On this page are some links and quotes which explain a little about our family connection with Clan Donald, and also what the term "Sept" means.

From "Names and Families of Clan Donald,"  on the Clan Donald-USA site:

Some people and clan associations speak of a "sept list" to indicate the various names associated with their clan.  It is the official position of the Clan Donald-USA Genealogy Committee that this an improper use of the term, at least when speaking of Clan Donald, and probably when speaking of any Highland clan.  Our preferred terminology is "Families of Clan Donald."  Names and Families of Clan Donald, (our Clan Donald family is "MacKelloch").

From "List of Clans Septs and Dependents", from the "Electric Scotland" site:

The variety of surnames within a Scottish clan do not represent separate and definable sub-clans but instead reflect the vagaries of transition of the Gaels into the English naming system as well as marriages, migrations and occupations.  The main family itself may have developed a variety of surnames.  The preferred modern usage is to avoid the use of the term "sept" and to simply describe these names as what they are - surnames of the family and of allied or dependent families.  It is preferable to speak of "The names and families of Clan X" rather to call a name "a sept of Clan X".  "Sept" is actually a term borrowed from Irish culture in the nineteenth century to explain the use of a variety of surnames by members of a single clan.  Where Scots would say "MacGregor and his clan" and Irish historian might say "O'Neill and his sept".  (Read More, from: "List of Clans Septs and Dependents").

See: Historical Background of The Killough Family for more information about the relationship between the MacDonalds and our ancestors the MacKellochs.

The following is a copy of a summation of an article in the book "A List of Clans and Septs of Scottish Highlands of Scotland", by Frank Adams and Ennis of Le Amey.  The writer of the summation, John Allen Killough, one of the founders of the Killough reunion group meeting in Jacksonville, TX, did extensive research on the Killough name.
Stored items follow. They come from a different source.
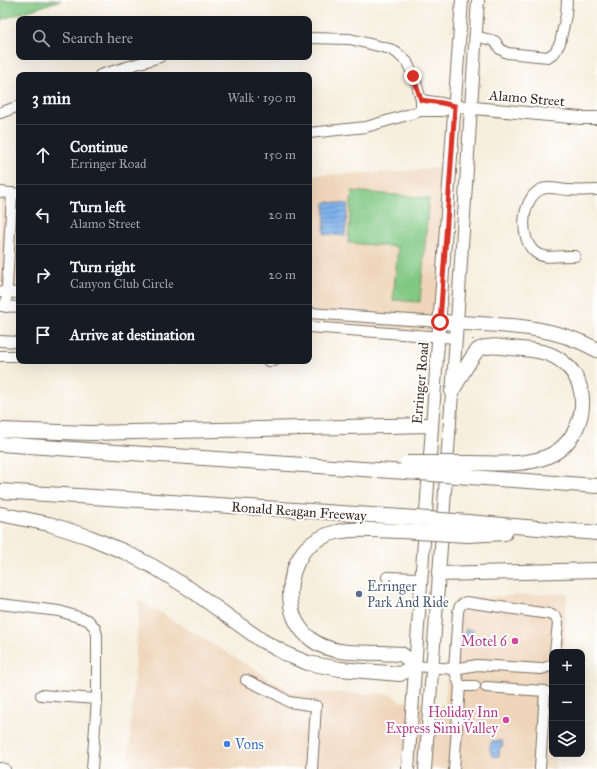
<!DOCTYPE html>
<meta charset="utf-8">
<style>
:root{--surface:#171b24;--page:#242831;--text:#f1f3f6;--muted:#9ea1a6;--line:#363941}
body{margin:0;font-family:"IM FELL Great Primer",serif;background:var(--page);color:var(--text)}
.controls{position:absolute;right:12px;bottom:12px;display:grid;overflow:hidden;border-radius:8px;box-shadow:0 4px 16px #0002}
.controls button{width:36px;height:36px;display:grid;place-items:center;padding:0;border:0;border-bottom:1px solid var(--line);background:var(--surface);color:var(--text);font:20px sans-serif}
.stop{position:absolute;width:12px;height:12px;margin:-9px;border:3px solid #d93025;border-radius:50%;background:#fff}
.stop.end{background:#d93025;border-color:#fff;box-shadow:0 1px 4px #0008}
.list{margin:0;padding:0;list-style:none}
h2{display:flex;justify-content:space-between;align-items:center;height:52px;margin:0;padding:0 16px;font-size:17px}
h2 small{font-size:13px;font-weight:400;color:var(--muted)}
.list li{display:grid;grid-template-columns:26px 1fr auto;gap:12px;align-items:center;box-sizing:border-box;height:60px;padding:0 16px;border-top:1px solid var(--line)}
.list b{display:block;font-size:15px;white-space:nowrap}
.list p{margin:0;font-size:13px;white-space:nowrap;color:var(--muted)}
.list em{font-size:13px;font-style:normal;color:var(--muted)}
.icon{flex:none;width:22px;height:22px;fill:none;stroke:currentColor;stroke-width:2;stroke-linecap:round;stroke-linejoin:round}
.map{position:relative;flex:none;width:597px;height:769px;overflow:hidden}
.search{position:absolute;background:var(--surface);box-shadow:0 4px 16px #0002;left:16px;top:16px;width:296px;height:44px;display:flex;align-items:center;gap:10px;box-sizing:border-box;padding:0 14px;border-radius:8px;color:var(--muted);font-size:15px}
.panel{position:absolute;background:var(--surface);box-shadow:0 4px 16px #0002;left:16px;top:72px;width:296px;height:292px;border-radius:8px}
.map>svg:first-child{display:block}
</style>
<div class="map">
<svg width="597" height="769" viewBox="0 0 597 769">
<defs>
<pattern id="water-rules" width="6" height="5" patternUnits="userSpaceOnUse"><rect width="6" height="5" fill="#7db1ea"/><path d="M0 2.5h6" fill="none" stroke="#6890bd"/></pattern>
</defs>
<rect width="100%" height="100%" fill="#fff"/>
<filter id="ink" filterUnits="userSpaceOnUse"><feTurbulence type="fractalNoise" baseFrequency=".025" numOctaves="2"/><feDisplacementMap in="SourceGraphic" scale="8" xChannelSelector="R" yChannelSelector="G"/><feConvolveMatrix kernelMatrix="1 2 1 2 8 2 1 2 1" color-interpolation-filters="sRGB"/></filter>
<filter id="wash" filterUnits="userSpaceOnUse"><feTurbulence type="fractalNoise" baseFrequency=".012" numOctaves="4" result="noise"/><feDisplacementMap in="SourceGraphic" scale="16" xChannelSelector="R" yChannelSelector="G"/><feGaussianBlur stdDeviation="0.9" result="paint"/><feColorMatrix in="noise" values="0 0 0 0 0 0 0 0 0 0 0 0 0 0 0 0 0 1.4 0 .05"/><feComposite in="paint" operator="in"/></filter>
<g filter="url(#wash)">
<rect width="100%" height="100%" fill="#f6efde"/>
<g fill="#efd6bb">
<polygon points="446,167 436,332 309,321 309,175 394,172"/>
<polygon points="0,194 19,196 19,300 0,299"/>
<polygon points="567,593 563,652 552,652 552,754 556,754 555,769 128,769 139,600 292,692 392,694 399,701 445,705 452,603 459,598"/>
</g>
<g fill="#81c883" stroke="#5e7950">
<polygon points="0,0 61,0 0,20"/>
<polygon points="352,191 429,198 420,302 393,300 398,247 348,243"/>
</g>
<g fill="url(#water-rules)" stroke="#5c6e84">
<polygon points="327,202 348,204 345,236 324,234 325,203"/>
<polygon points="465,630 473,630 473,644 464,643"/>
<path d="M492,741H502L503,746L500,747L499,756L494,757C489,752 489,747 492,741Z"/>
</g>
</g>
<g filter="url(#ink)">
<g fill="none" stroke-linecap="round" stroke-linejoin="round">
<g stroke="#7c6f61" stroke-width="12">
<g id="minor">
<polyline points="475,36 495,41 500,49 507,53 548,57 555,52 560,43 566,15 567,0"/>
<polyline points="309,38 350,39 390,49 397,53 407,62 416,82 421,100 421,111"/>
<polyline points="100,75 160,57"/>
<polyline points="421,100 442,103 455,106"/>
<polyline points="0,113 19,106"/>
<polyline points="309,133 366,127 414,113 421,111 443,111 455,106"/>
<polyline points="0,192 19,194"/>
<path d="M575,256C562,255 546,260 536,253C518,240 521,197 542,189C551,186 560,190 569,190C578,191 588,190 597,190"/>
<polyline points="0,292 19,293"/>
<polyline points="0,306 19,307"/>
<polyline points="6,307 12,193"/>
<polyline points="309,313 440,322"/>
<polyline points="309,327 456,338"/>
<polyline points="0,341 19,342"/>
<polyline points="0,356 19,356"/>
<polyline points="268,361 274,361"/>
<polyline points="387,577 421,578"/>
<polyline points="0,604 59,611 88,620 95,628 97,635 97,699 92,769"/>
<polyline points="415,666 454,669 477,665 541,669 550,666 552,664"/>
<polyline points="246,680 276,694 289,702 316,706 312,769"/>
<polyline points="460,686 475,686"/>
<polyline points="486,687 545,691 540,769"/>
<polyline points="41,695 97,699"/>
<polyline points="0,768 5,769"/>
<path d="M454,769L460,686L454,669L458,612C459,606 461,604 466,602L549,614L556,617L558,623L555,652"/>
</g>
</g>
<g stroke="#7c6f61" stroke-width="14">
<g id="major">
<polyline points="463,107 581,118 597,118"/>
<path d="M408,769C424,512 446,256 462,0"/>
<polyline points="425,769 456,338 478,0"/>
</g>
</g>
<g stroke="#7c6f61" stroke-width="16">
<g id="highway">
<path d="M440,322C493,325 550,323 597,350"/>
<path d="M452,391C458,382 471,356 478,350C487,344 501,347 511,348C531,350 550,350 565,364C596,390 582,444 546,457C523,466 496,463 471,463"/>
<polyline points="0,430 90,433 431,425"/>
<polyline points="0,444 406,472"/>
<polyline points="470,477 597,486"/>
<polyline points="0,491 402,517"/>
<path d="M0,514L49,524L89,537L125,552L154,567L190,589L261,640L288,655L308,663L340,669L400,674L415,666C411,662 405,656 401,654C395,653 388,654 382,653C359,652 332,655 312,640C284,619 285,579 303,552C309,543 326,534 337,532C357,527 380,531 401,531"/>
<polyline points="468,522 597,533"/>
<polyline points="467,535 505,533"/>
<polyline points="439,574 597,570"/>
</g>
</g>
<polyline stroke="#7c6f61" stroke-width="1.5" stroke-dasharray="1 3" stroke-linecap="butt" points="473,340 473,336"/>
<use href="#minor" stroke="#fff" stroke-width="10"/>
<use href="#major" stroke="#fff" stroke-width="12"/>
<use href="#highway" stroke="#fff" stroke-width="14"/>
<g stroke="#7c6f61" stroke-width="16" stroke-linecap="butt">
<g id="highway-bridge">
<polyline points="407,463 471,463"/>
<polyline points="406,472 470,477"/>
<polyline points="402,517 468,522"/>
<polyline points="401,531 467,535"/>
</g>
</g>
<use href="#highway-bridge" stroke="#fff" stroke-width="14"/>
</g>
</g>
<g fill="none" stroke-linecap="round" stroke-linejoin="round" filter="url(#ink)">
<polyline stroke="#d93025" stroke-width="5" points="413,76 421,100 442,103 455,106 440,322"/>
</g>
<circle fill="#5c6f8a" stroke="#fff" stroke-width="1.5" cx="359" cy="594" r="4"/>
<g fill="#d1479c" stroke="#fff" stroke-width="1.5">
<circle cx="515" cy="641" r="4"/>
<circle cx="506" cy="720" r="4"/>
</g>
<circle fill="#3f7fe0" stroke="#fff" stroke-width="1.5" cx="227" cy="744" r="4"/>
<g text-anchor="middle" stroke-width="4" stroke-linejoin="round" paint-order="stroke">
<g font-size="14" fill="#3b2a1e" stroke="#fff">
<text transform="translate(527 98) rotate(5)" y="5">Alamo Street</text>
<text transform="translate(420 383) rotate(-85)" y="5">Erringer Road</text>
<text transform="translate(299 511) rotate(4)" y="5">Ronald Reagan Freeway</text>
</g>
<g font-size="14" fill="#4e5e75" stroke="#fff" text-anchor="start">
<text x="367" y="591">Erringer<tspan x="367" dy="16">Park And Ride</tspan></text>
</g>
<g font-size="14" fill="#b23c85" stroke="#fff" text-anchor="end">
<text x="507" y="646">Motel 6</text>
<text x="498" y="717">Holiday Inn<tspan x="498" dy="16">Express Simi Valley</tspan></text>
</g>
<g font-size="14" fill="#366cbe" stroke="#fff" text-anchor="start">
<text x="235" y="749">Vons</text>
</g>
</g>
</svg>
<div class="controls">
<button>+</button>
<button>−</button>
<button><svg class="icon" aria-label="layers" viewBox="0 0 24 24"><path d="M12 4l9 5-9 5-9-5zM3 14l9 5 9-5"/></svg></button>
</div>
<div class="stop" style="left:440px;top:322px"></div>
<div class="stop end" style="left:413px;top:76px"></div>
<div class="search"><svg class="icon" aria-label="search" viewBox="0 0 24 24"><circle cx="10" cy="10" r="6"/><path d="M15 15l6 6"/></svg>Search here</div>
<section class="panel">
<h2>3 min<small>Walk · 190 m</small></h2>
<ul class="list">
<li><svg class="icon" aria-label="ahead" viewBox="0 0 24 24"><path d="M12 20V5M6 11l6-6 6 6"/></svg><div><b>Continue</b><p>Erringer Road</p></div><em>150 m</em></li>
<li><svg class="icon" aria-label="left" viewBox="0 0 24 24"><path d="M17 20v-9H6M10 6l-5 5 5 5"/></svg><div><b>Turn left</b><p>Alamo Street</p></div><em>20 m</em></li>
<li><svg class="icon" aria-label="right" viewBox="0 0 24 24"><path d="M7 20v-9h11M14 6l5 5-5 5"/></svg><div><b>Turn right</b><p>Canyon Club Circle</p></div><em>20 m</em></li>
<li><svg class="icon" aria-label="arrive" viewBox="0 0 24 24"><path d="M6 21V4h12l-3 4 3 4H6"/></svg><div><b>Arrive at destination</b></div></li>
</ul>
</section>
</div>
The word Clan means children of or family in Gaelic.  Only the blood relatives of the Chief make up the true clan.  The Septs are the main work force for labor and for the army for protection.  There is nothing democratic in the clan system.  The Chief owns all land and property and gives every family its place in the clan.  Authority in the clan goes to the family and not to any individual.  The Chief picks his head family early and all families following are under all families picked ahead of them.

There are four groups of families.  Number 1 is the military leaders.  Number 2 food producers in cattle.  Number 3 farming.  Number 4 were the plain soldiers.  They came from the Sept class.  Most families in the Septs were first class slaves to all families listed above them.  The higher ranked Septs or families would be served first to all things given out by the head men in the clan.  All families were numbered and that showed their position or status in the clan.  The larger the position or status in the clan, the smaller the number.  The less important in the clan and less authority the Sept had, the larger their number.

MacCeallaigh is the original name that later became MacKelloe in Scotland and later Killough in Ireland and is spelled many different ways since then.  In the MacDonald Clan, there are eleven Septs with thirty nine families ahead of the MacCealleigh in prestige in the clan. 

According to Edward MacLysaght, writer of "Supplement to Irish Families," he says that the Killough name comes from the Scottish name MacKelloch, see quote(See also: Earliest Known Killough/Kalloch History, and Variant Spellings of the Killough Name).

Only a MacDonald could wear the full MacDonald plaid tartan.  All others were tartans that showed their work as soldiers, herdsmen, farmers or craftsmen.  A small amount of the MacDonald plaid showed on all tartans to show that they belonged to the MacDonald Clan.

Following is the "Modern MacDonald Tartan" from Clan Donald-USA, (click the image to visit the Clan Donald-USA website).  This is the tartan sett that is used on the left-hand side of the framed pages of our website.


At our 133rd reunion in 2000, Douglas MacDonald, high commissioner of Clan Donald, was the guest speaker.  Clan Donald, from whom all Kalloch's descend, is the greatest and largest of the Highland clans, beginning its recorded history in 1156. Mr. MacDonald explained how Clan Donald USA is the largest clan organization in America, with over 5000 members.  Materials and applications were available for the attendees of the reunion to peruse.